Re: forbiddenCharacters data category - related to [ACTIOn-189]

> I would propose to avoid the regex completely then, since it seems that then the proposal from Jirka at 
> http://lists.w3.org/Archives/Public/public-multilingualweb-lt/2012Aug/0280.html
> wouldn't be a solution too.
> 
> We had concerns about the regex before, and Michael said this data category would fulfil his needs without the regex. So let's go forward with that. Otherwise we will create regex that don't work with the content we want them to work on

I'm concerned however, that we might end up with a solution then that might solve Michael’s need but which will be ignored by most of industry. If *I* were implementing this, I would see this category and think "ah, a standard way to restrict characters to specified range. Great!" But if the way to, for example, limit the translation to use only katakana is that I have to dump the entire Unicode repertoire, minus the katakana range, into this attribute, there would be *no way* I would touch it.

I know I'm not the implementer here, but my gut feeling is that localization tool developers would look at any mechanism that doesn't use some form of regex and decide to ignore it.

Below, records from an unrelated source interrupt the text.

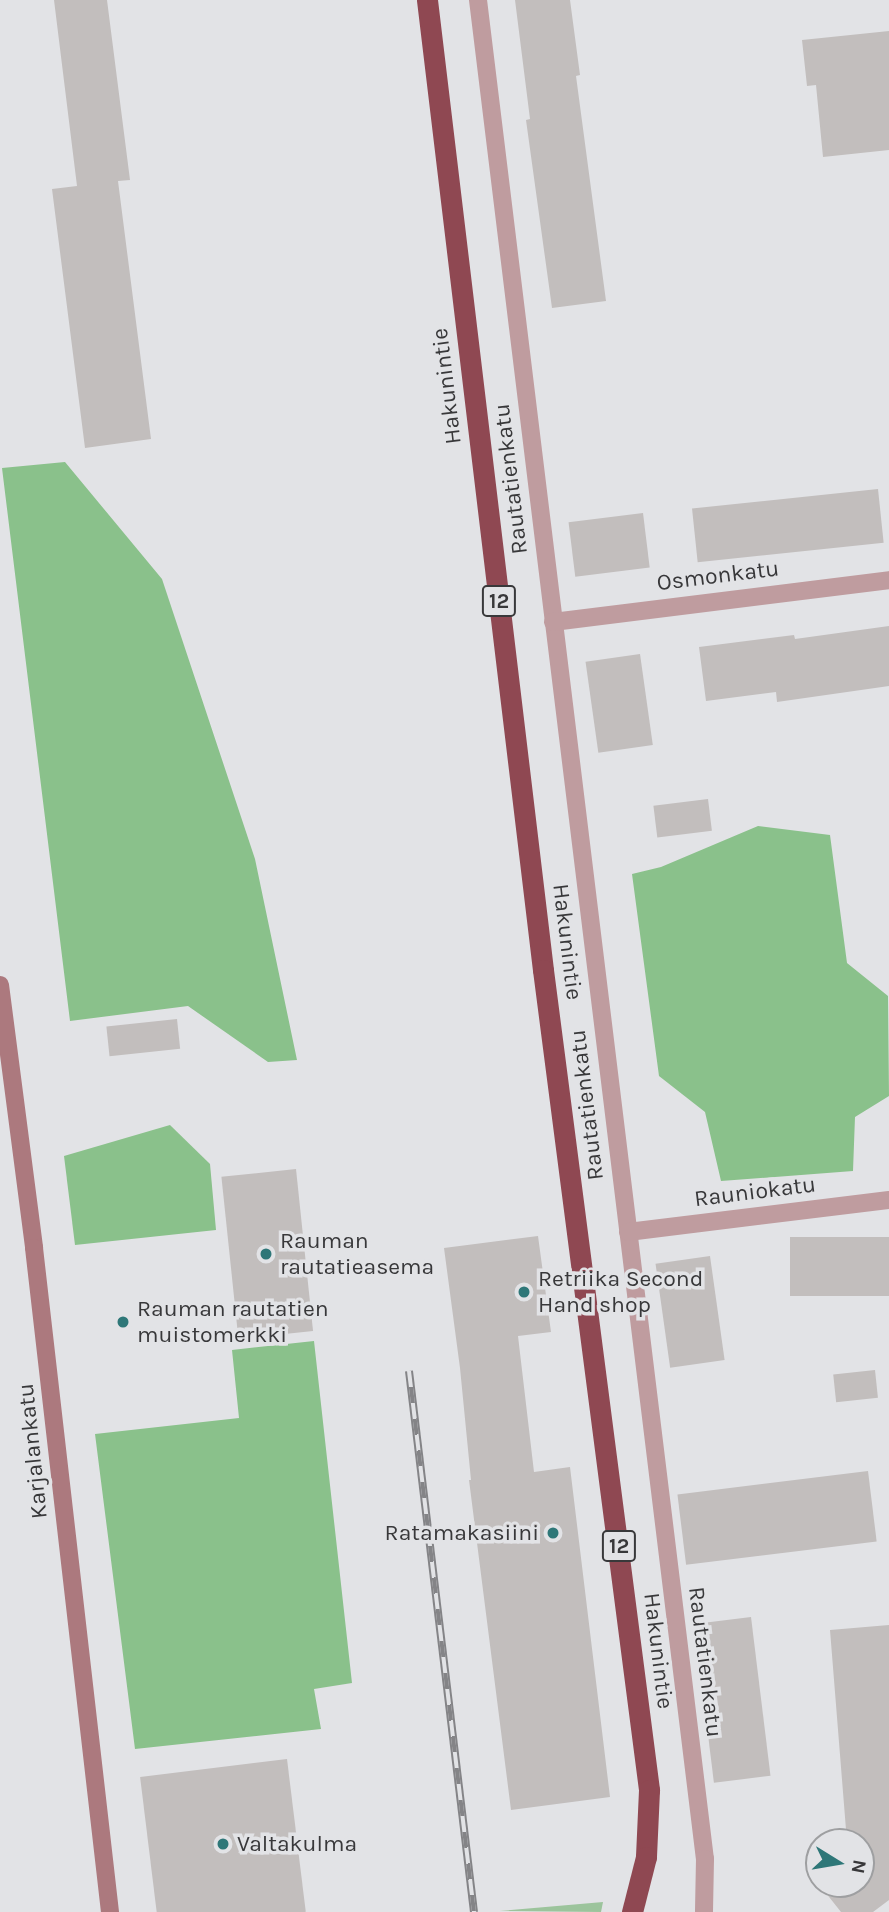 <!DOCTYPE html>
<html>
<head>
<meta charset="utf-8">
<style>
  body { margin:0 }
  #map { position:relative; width:889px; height:1912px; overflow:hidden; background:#e2e3e6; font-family:Karla,sans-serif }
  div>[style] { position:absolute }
  .green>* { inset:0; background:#9cc49c }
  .forest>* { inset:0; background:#8ac18b }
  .building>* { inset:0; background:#c2bebd; transform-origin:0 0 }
  .street>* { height:18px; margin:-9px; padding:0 9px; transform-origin:9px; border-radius:9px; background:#bf9c9f }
  .secondary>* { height:18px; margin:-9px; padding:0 9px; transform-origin:9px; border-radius:9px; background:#ac797e }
  .highway>* { height:21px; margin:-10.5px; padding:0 10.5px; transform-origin:10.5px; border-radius:10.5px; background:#8f4852 }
  .rail>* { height:8px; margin-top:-4px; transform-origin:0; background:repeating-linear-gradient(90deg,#e2e3e6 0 16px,#848487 0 32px); box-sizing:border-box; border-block:2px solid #848487 }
  .dots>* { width:19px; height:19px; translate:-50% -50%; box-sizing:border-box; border:4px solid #e2e3e6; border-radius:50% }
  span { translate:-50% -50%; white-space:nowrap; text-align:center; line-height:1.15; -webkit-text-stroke:7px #e2e3e6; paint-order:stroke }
  .shield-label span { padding:2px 5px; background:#e2e3e6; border:2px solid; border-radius:5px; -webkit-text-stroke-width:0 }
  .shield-label { font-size:21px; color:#38383a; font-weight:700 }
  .street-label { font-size:23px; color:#38383a }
  .poi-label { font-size:23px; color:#38383a }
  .left { translate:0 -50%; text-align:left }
  .right { translate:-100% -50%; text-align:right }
  .north { position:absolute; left:805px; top:1828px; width:70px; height:70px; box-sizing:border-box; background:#e2e3e6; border:2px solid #9e9fa1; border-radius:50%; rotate:101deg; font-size:19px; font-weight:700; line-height:28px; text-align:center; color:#38383a }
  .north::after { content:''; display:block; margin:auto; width:24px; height:32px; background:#2e7778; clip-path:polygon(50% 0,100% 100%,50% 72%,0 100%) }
</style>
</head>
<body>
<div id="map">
  <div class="green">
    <i style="clip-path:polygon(603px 1902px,601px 1912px,500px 1911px)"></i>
  </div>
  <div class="forest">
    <i style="clip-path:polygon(65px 462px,162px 579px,255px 859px,297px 1060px,268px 1062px,188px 1006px,70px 1021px,2px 468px)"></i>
    <i style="clip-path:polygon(758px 826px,830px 835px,847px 963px,888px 996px,889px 1096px,855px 1117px,853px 1171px,721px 1181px,705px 1112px,659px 1076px,632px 874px,661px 867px)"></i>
    <i style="clip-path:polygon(170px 1125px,210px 1164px,216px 1230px,75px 1245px,64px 1156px)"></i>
    <i style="clip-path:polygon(314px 1341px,352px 1683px,314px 1689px,321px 1729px,135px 1749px,95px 1434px,239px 1418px,232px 1350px)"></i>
  </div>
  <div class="building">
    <i style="clip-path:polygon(54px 0,107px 0,130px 180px,118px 181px,151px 439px,85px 448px,52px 189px,77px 186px)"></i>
    <i style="clip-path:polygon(515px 0,570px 0,580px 75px,576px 76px,606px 301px,552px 308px,526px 120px,530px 119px)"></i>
    <i style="clip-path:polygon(889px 31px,889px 150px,823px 157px,816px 85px,807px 86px,802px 40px)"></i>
    <i style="left:878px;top:489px;width:54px;height:187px;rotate:84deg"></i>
    <i style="left:643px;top:513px;width:55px;height:75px;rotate:83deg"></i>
    <i style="clip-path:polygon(889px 626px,889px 686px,777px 702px,776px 692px,706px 701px,699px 647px,794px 635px,795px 639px)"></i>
    <i style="left:640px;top:654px;width:92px;height:55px;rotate:82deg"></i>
    <i style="left:708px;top:799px;width:32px;height:55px;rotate:83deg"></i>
    <i style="left:177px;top:1019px;width:30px;height:71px;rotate:84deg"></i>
    <i style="left:296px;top:1169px;width:163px;height:75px;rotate:84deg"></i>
    <i style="clip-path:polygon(538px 1236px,551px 1332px,518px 1336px,534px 1472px,570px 1467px,610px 1797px,511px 1810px,469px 1480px,471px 1480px,460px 1368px,444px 1248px)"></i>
    <i style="left:889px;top:1237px;width:59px;height:99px;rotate:90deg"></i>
    <i style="left:710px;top:1256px;width:105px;height:55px;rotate:82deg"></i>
    <i style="left:875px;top:1370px;width:28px;height:42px;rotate:84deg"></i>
    <i style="left:868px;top:1471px;width:71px;height:192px;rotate:83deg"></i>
    <i style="left:751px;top:1617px;width:160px;height:57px;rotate:83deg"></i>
    <i style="clip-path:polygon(889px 1625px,889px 1900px,873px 1912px,841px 1912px,810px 1873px,819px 1867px,819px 1884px,861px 1884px,861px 1842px,847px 1842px,830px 1630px)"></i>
    <i style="left:287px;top:1759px;width:154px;height:148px;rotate:83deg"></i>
  </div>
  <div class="street">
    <i style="left:478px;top:0;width:1873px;rotate:83.04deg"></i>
    <i style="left:705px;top:1859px;width:53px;rotate:91.1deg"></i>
    <i style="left:553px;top:622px;width:339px;rotate:-7.1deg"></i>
    <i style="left:628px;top:1232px;width:263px;rotate:-7deg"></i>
  </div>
  <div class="secondary">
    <i style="left:0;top:985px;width:265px;rotate:82.6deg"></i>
    <i style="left:34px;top:1248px;width:668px;rotate:83.47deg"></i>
  </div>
  <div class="highway">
    <i style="left:427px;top:0;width:977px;rotate:83.18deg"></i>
    <i style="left:543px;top:970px;width:827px;rotate:82.63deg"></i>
    <i style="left:649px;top:1790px;width:67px;rotate:92.6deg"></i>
    <i style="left:646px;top:1857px;width:57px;rotate:104.3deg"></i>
  </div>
  <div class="rail">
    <i style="left:409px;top:1371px;width:545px;rotate:83.15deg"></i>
  </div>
  <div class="dots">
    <i style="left:266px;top:1254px;background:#2e7778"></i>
    <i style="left:524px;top:1292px;background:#2e7778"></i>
    <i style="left:123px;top:1322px;background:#2e7778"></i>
    <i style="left:553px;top:1533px;background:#2e7778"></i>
    <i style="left:223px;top:1844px;background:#2e7778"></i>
  </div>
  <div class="shield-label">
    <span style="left:499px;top:601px">12</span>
    <span style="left:619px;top:1546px">12</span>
  </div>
  <div class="street-label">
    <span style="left:447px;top:386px;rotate:-97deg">Hakunintie</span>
    <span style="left:511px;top:479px;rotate:-97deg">Rautatienkatu</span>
    <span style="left:718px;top:576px;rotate:-7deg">Osmonkatu</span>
    <span style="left:567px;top:942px;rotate:83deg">Hakunintie</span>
    <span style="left:587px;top:1105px;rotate:-97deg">Rautatienkatu</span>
    <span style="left:755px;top:1192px;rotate:-7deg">Rauniokatu</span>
    <span style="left:33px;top:1451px;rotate:-96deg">Karjalankatu</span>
    <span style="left:658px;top:1651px;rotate:83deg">Hakunintie</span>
    <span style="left:705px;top:1662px;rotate:83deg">Rautatienkatu</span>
  </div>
  <div class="poi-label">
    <span class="left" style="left:280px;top:1254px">Rauman<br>rautatieasema</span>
    <span class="left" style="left:538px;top:1292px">Retriika Second<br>Hand shop</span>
    <span class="left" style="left:137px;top:1322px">Rauman rautatien<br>muistomerkki</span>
    <span class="right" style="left:539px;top:1533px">Ratamakasiini</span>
    <span class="left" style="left:237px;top:1844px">Valtakulma</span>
  </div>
  <div class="north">N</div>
</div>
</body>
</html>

There are a lot of tools out there that use regex-based pattern matching for content validation. These would be ideal implementers for what we do. But if we use strict enumeration, they will not touch what is done there and I'm afraid we end up creating an irrelevant portion of the standard. (That said, I realize we do not have implementation commitments for anything more complex, so I'm arguing for something in advance of the commitments, which is problematic in its own right.)